Association of Metabolomic Change and Treatment Response in Patients with Non-Alcoholic Fatty Liver Disease
, Yongin Cho 2, Hongkyung Kim 1, Hyunkyeong Hwang 1, Jin Won Cho 3, Yong-ho Lee 3,4,5,* and Sang-Guk Lee 1,*
Round 1
Reviewer 1 Report
This paper examines the metabolomic changes in response to two different drug treatments for NAFLD. Their results identified a few metabolites that changed differentially in responders versus non-responders of different treatments. While the results are intriguing and could potentially enlighten new biomarker development, here are some questions to consider:
- Line 81. Did the inclusion criteria account for the different severity of NAFLD? Was that accounted for in the analysis?

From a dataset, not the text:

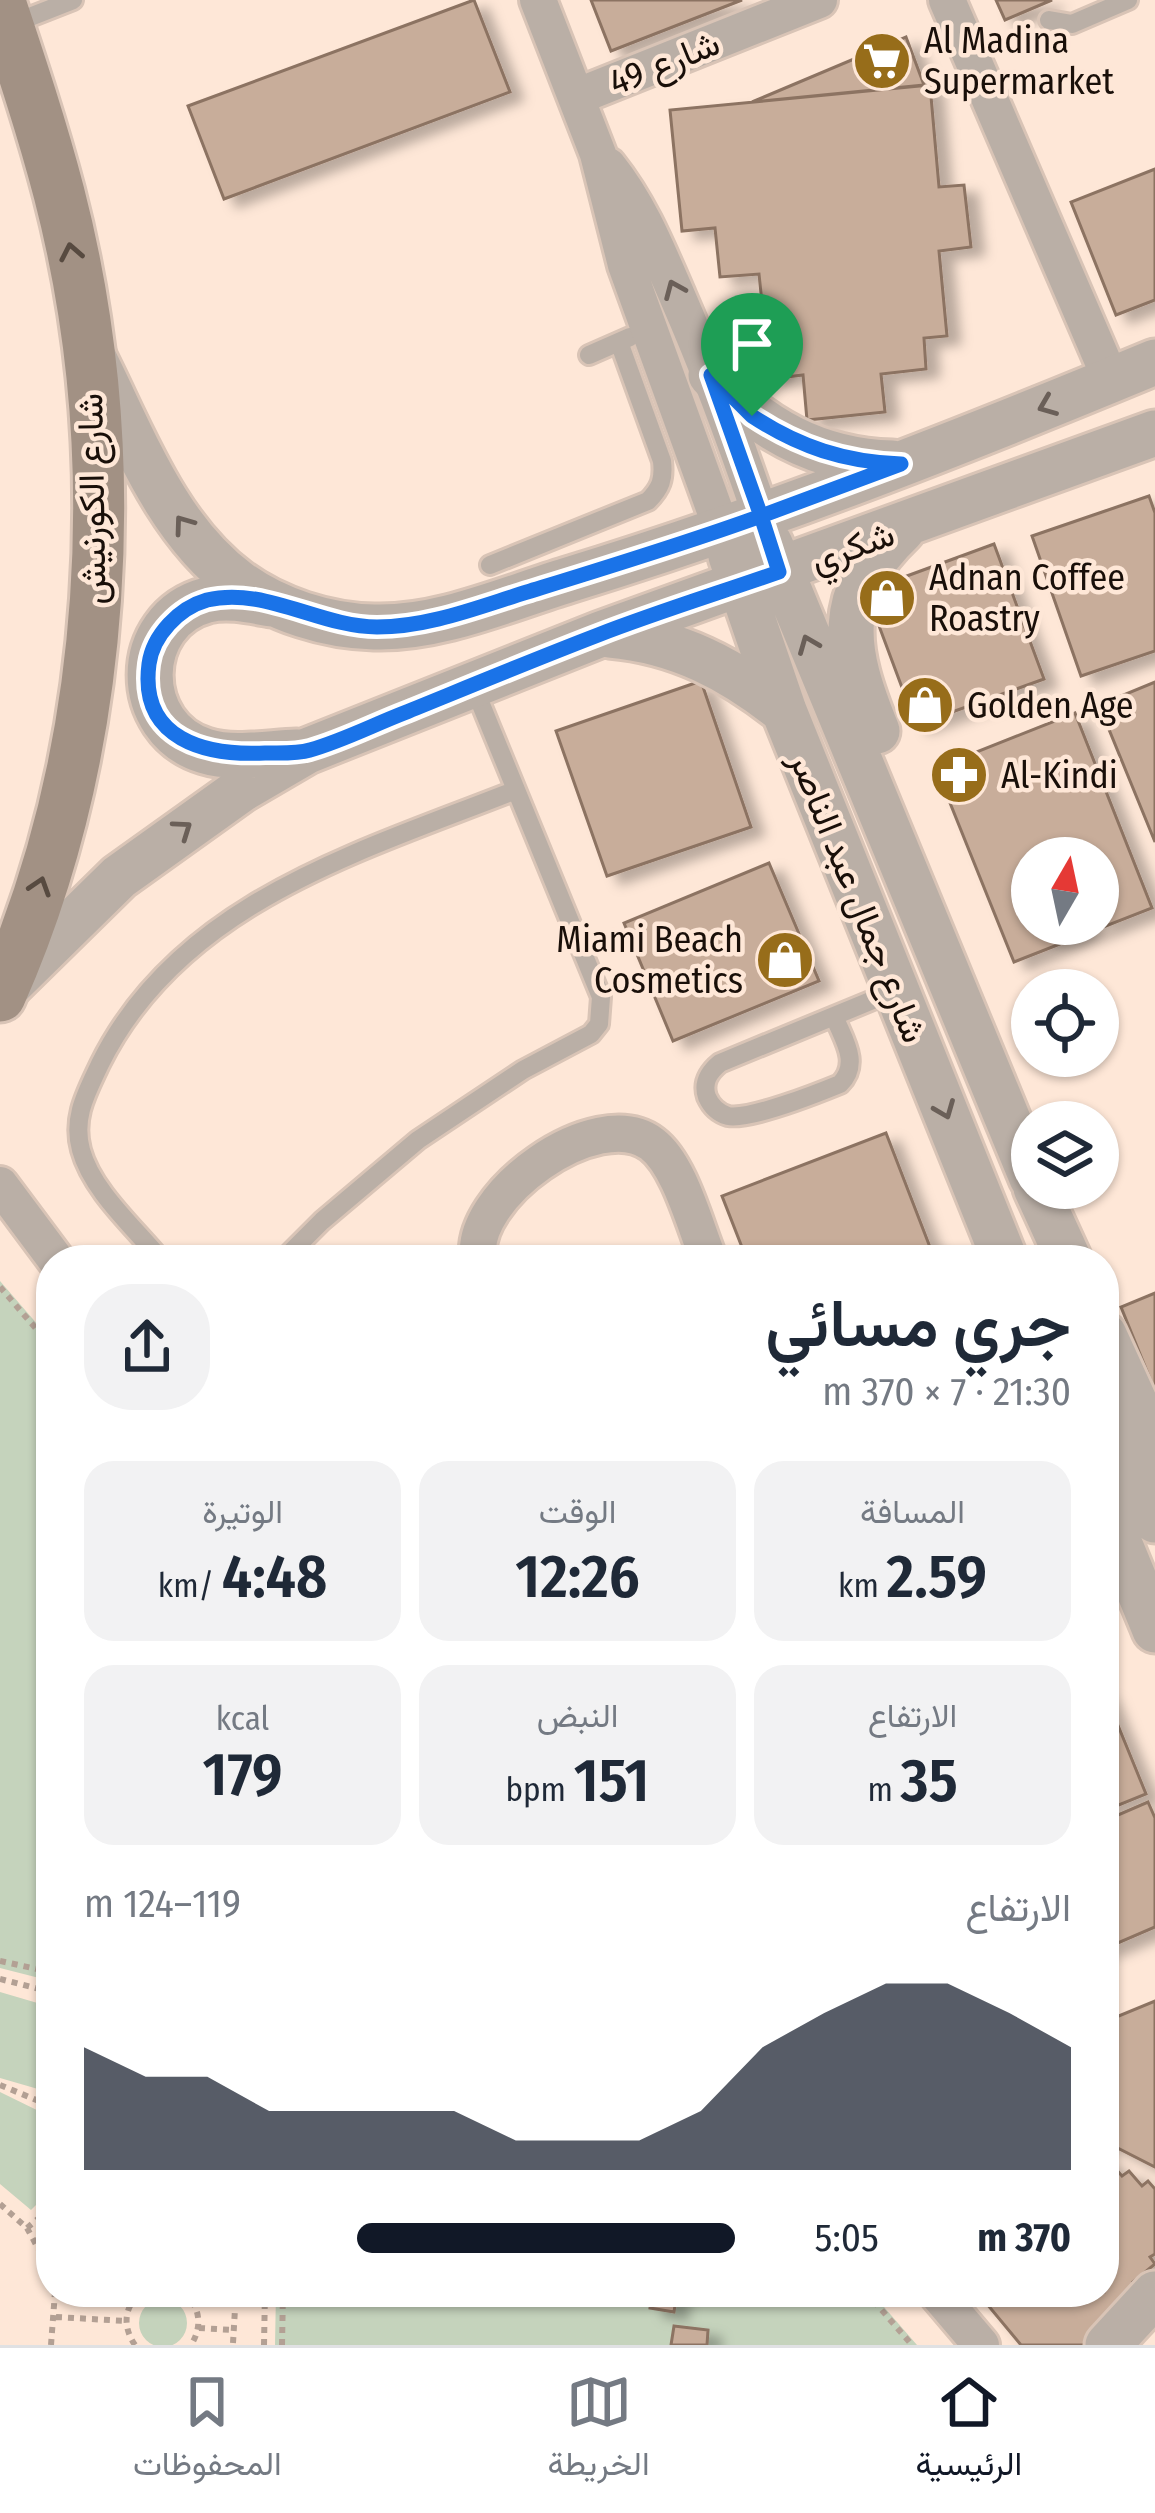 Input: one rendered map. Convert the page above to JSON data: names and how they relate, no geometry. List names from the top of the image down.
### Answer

- line 139: were the metabolites also measured in fasting serum samples?
- Methods: Was there any dietary intake data available during the intervention as this may affect metabolite status.
- Results: (1)Are there any metabolites altered in both treatment groups, i.e. , would it be possible to combine the responders in the two groups to compare them with the non-responders in the two groups to identify metabolites that are more “universal” to different treatments?
(2) why are the metabolite changes treatment-specific? How will they affect the implication of the study?
(3) Are there any metabolites at baseline that can predict responder or not, because this is the most urgent need for biomarker identification and potentially treatment plan decision?
- Discussion: Line 325. It should be noted that choline level in the blood is not a reliable marker of choline absorption or dietary intake, especially during metabolic stress.
Author Response
Please see the attachment.
Reviewer 2 Report
Biomedicines
General comment- This is a clearly presented and well-written paper. NAFLD affects 25% of the Western world population; however, the mechanisms that drive the transition from NAFLD to NASH or Cirrhosis are still unclear. In this study, the authors investigated the metabolomic changes in NAFLD patients associated with therapeutic responses. Ezetimibe plus rosuvastatin and rosuvastatin monotherapy was used for 24-wks in NAFLD patients.
Summary of the salient findings:
In combination therapy, the relative decrease in xanthine was associated with a reduction in liver fat, and relative increase in choline was associated with a response to liver stiffness.
Whereas, in monotherapy group, the relative decreases in TG, acetyl carnitine (C2), fatty acids (FA), and docosahexaenoic acid were associated with a decrease in liver fat. In contrast, hippuric acid was associated with decrease in liver stiffness.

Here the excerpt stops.